Bir  milletten  diğerine  hatta  bölgeden  bölgeye  değişiklik  arz  eden  din  ve  devlet  ilişkileri  ise  Avrupa  Birliği  üyesi  ülkelerin  bazılarında  laik  anayasal  düzen  içinde  yürütülürken,  bazılarında  ise  belirli  bir  dini  görüşün  devlet  dini  olarak  benimsenmesi  olarak  tezahür  etmektedir  (Er,  2003:125).  Örneğin  Birleşik  Krallıkta  yazılı bir anayasa yoktur. Fakat yine de Hıristiyanlığın hukuki bir statüsü vardır ve  aynı  zamanda  ulusal  çıkarları  doğrudan  etkileyen  fonksiyonlara  sahiptir.  Hem  İngiltere’de  hem  de  İskoçya’da  resmi  kilise  bulunmaktadır  (Catto  ve  Davie,  2008:  152).  İngiltere’de  Anglikan  kilisesi  resmi  bir  niteliğe  sahiptir  ve  anayasal  sistem  içinde yer almaktadır. Bu kilise ve dini, devletin ulusal kilisesi ve ulusal dini olma  niteliğini taşımaktadır. İngiltere’de taç giyme töreni dini bir törendir ve Kral tacını  Cantorbury Başpiskoposunun elinden giyer. Protokol sırasında, Başpiskopos kralın  en önemli yakınlarından sonra gelir. Parlamenterler görevlerine bir dua ile başlar ve  Anglikan  Kilisesi  Parlamento’da  bir  temsilci  bulundurur.  Cantorbury  ve  York  Başpiskoposlarıyla  beraber  24  Anglikan  piskoposu  Lortlar  kamarasının  üyesidir  (D’Hellencourt, 2003: 171). 

Danimarka’da  laik  olmayan  ve  anayasasında  dine  atıf  yapan  ülkelerden  biridir. Kilisenin statüsü anayasal olarak belirlenmekte ve anayasanın 4. maddesine  göre  Lutherci  kilise  ulusal  kilise  olarak  kabul  edilmektedir.  Anayasa  tarafından  güvence  altına  alınan  bu  kilise,  resmi  olarak  Danimarka  halkının  %90’ına  hitap  etmektedir.  Bu  nedenle  Luther  Kilisesi,  Danimarkalı  kimliğinin  bir  sembolü  niteliğindedir.  Kral  kiliseye  mensup  olmak  mecburiyetindedir  ve  aynı  zamanda  kilisenin yöneticisidir. Kral adına hükümetçe görevlendirilen bir bakan kilise işlerini  yürütür.  Papazlar  memur  statüsünde  olup  devletten  maaş  alırlar (Baubérot,  2003a:  78‐81). Devlet  diğer  vergilerle  beraber  kilise  vergilerini  de  toplamaktadır.  Devlet  tarafından  desteklenen  tek  kilise  olan  Luther  kilisesi  devletin  resmi  törenlerini  yerine getirir (Köktaş, 2005: 110). 

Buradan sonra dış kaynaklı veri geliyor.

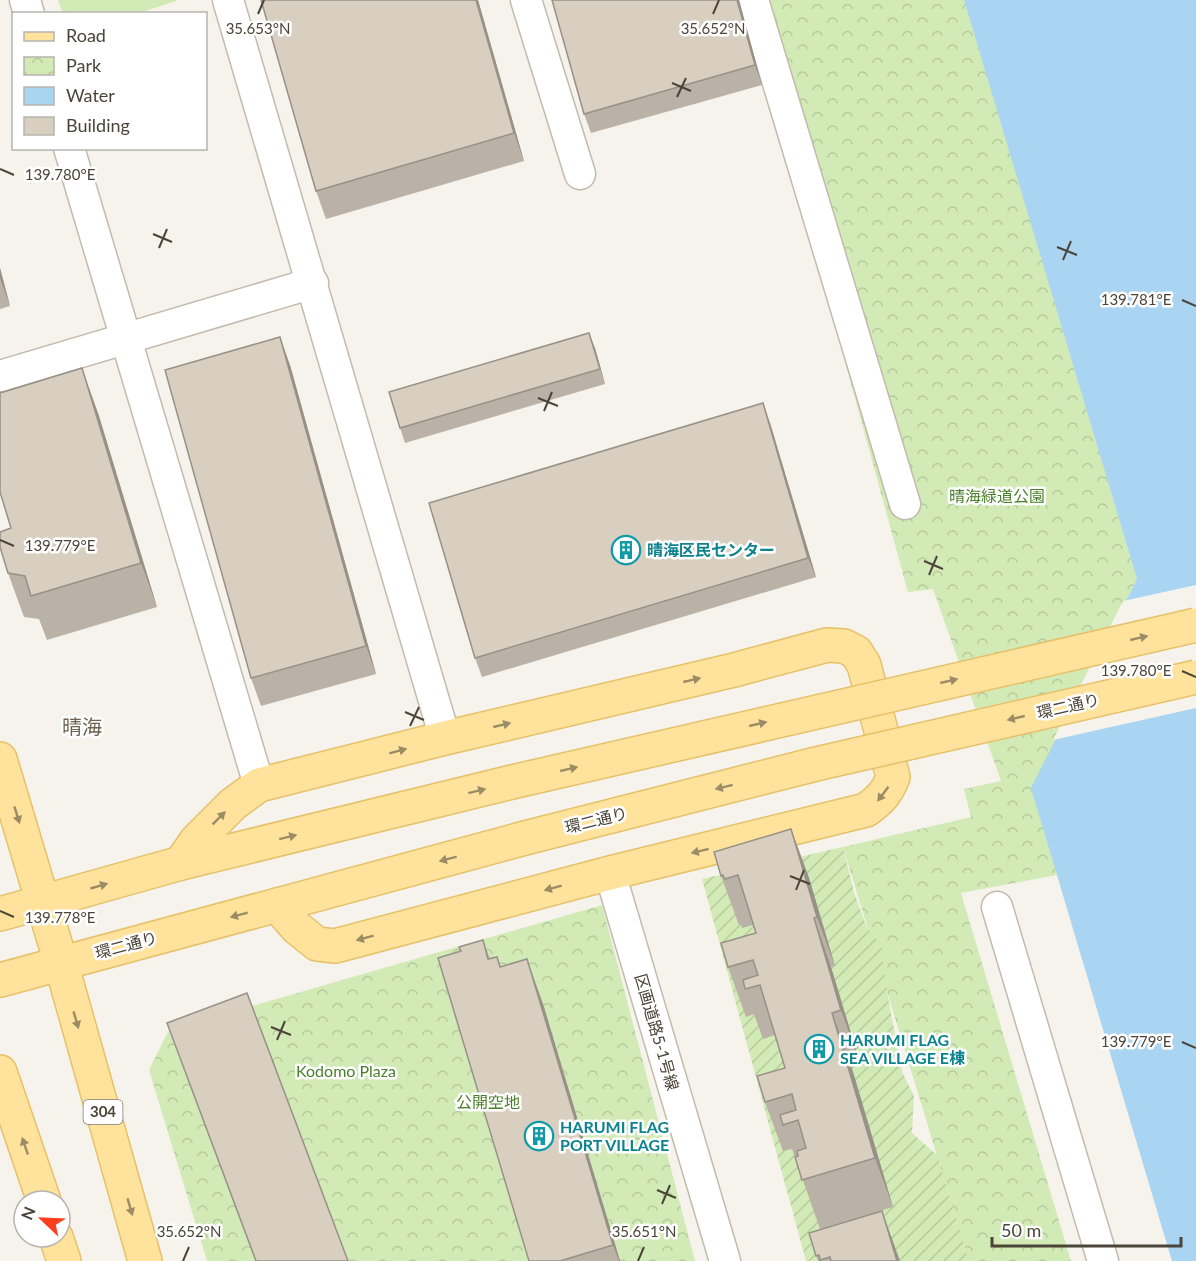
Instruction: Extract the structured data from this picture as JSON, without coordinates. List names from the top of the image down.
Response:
{
  "streets": {
    "main road": ["環二通り", "304"],
    "street": ["区画道路5-1号線"]
  },
  "crossings": [
    ["環二通り", "304"]
  ],
  "districts": ["晴海"],
  "parks": ["晴海緑道公園", "Kodomo Plaza", "公開空地"],
  "places": {
    "building": ["晴海区民センター", "HARUMI FLAG SEA VILLAGE E棟", "HARUMI FLAG PORT VILLAGE"]
  },
  "legend": [
    "Road",
    "Park",
    "Water",
    "Building"
  ],
  "scale_bar": "50 m",
  "north": "top left",
  "coordinates": [
    "35.652°N",
    "35.653°N",
    "139.780°E",
    "139.781°E",
    "139.779°E",
    "139.778°E",
    "35.651°N"
  ]
}
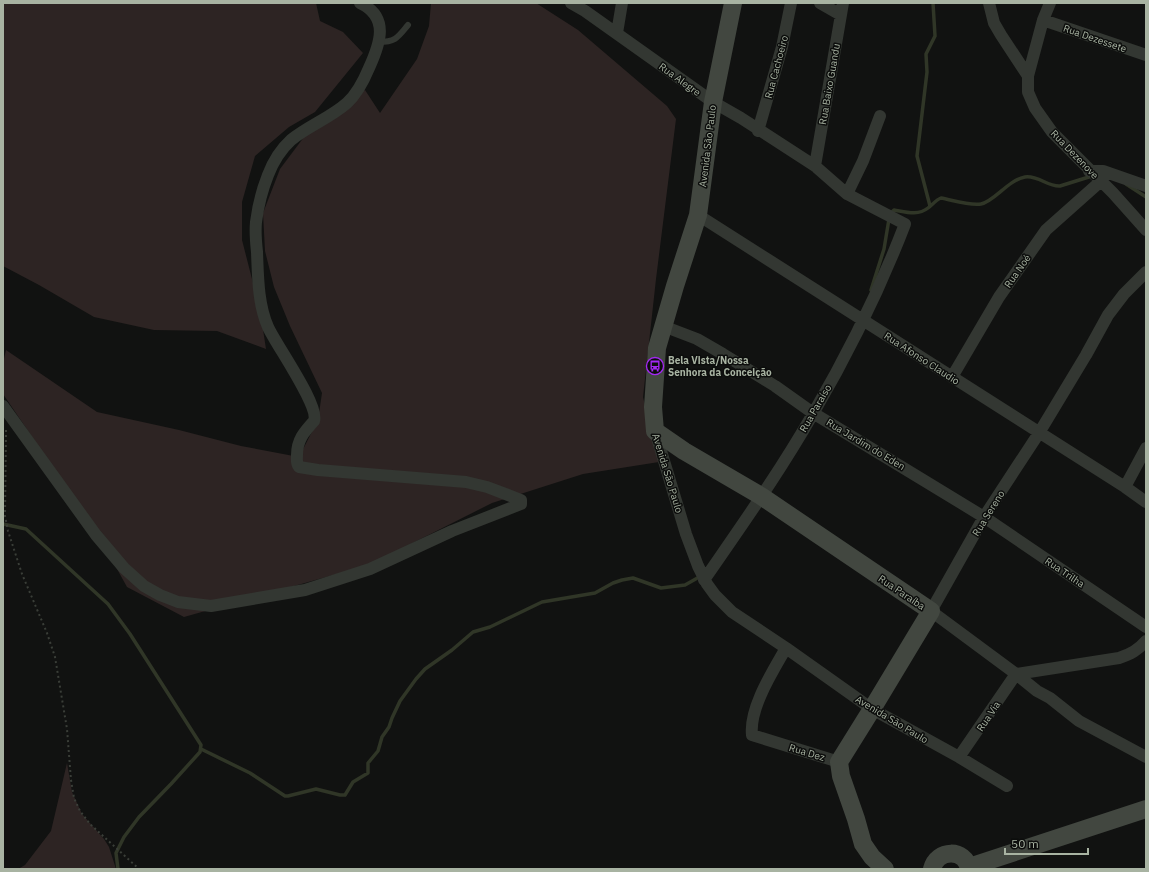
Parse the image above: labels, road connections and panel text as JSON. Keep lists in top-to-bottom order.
{
  "streets": {
    "street": [
      "Rua Dezessete",
      "Rua Cachoeiro",
      "Rua Alegre",
      "Rua Baixo Guandu",
      "Avenida São Paulo",
      "Rua Dezenove",
      "Rua Noé",
      "Rua Afonso Claudio",
      "Rua Paraíso",
      "Rua Jardim do Eden",
      "Rua Sereno",
      "Rua Trilha",
      "Rua Paraíba",
      "Rua Via",
      "Rua Dez"
    ]
  },
  "crossings": [
    ["Rua Dezessete", "Rua Dezenove"],
    ["Rua Cachoeiro", "Rua Alegre"],
    ["Rua Alegre", "Rua Baixo Guandu"],
    ["Rua Alegre", "Avenida São Paulo"],
    ["Rua Alegre", "Rua Paraíso"],
    ["Avenida São Paulo", "Rua Afonso Claudio"],
    ["Avenida São Paulo", "Rua Paraíso"],
    ["Avenida São Paulo", "Rua Jardim do Eden"],
    ["Avenida São Paulo", "Rua Sereno"],
    ["Avenida São Paulo", "Rua Paraíba"],
    ["Avenida São Paulo", "Rua Via"],
    ["Avenida São Paulo", "Rua Dez"],
    ["Rua Dezenove", "Rua Noé"],
    ["Rua Noé", "Rua Afonso Claudio"],
    ["Rua Afonso Claudio", "Rua Paraíso"],
    ["Rua Afonso Claudio", "Rua Sereno"],
    ["Rua Paraíso", "Rua Jardim do Eden"],
    ["Rua Paraíso", "Rua Paraíba"],
    ["Rua Jardim do Eden", "Rua Sereno"],
    ["Rua Jardim do Eden", "Rua Trilha"],
    ["Rua Sereno", "Rua Trilha"],
    ["Rua Sereno", "Rua Paraíba"],
    ["Rua Sereno", "Rua Dez"],
    ["Rua Paraíba", "Rua Via"]
  ],
  "places": {
    "bus stop": ["Bela Vista/Nossa Senhora da Conceição"]
  },
  "scale_bar": "50 m"
}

Yunanistan’ın  resmi  bir  kilisesi  (Doğu  Ortodoks  Kilisesi)  vardır.  Başka  bir  ifadeyle Yunanistan da laik bir ülke değildir. Devlet‐ Ortodoks Kilisesi ilişkilerinin  teorik temelinde sezaropapizm’in (Caesaropapism: devlet başkanının aynı zamanda  kilisenin  de  başkanı  olduğu  politik  sistem)  gelişmiş  şekli  yer  alır.  Anayasaya  göre  devlet iç yapısı da dâhil olmak üzere kilisenin tüm idari işleriyle ilgili kanun koyma  yetkisine  sahiptir  (Papastathis,  2008:  275).  Yunanistan’da,  Ortodoksluk  devletin  resmi  dinidir  ve  halkın  %96’sını  temsil  etmektedir.  1986  da  yeniden  düzenlenen  anayasanın  3.  maddesine  göre  egemen  din  Hıristiyan  Doğu  Ortodoks  kilisesinin  Ortodoksluğudur. Kilise bugün hala bir devlet  bakanlığı olarak devam etmekte ve  çeşitli  örgütleri  kamu  hukukunun  tüzel  kişi  statüsünü  elinde  bulundurmaktadır  (Makrides, 2003: 115). 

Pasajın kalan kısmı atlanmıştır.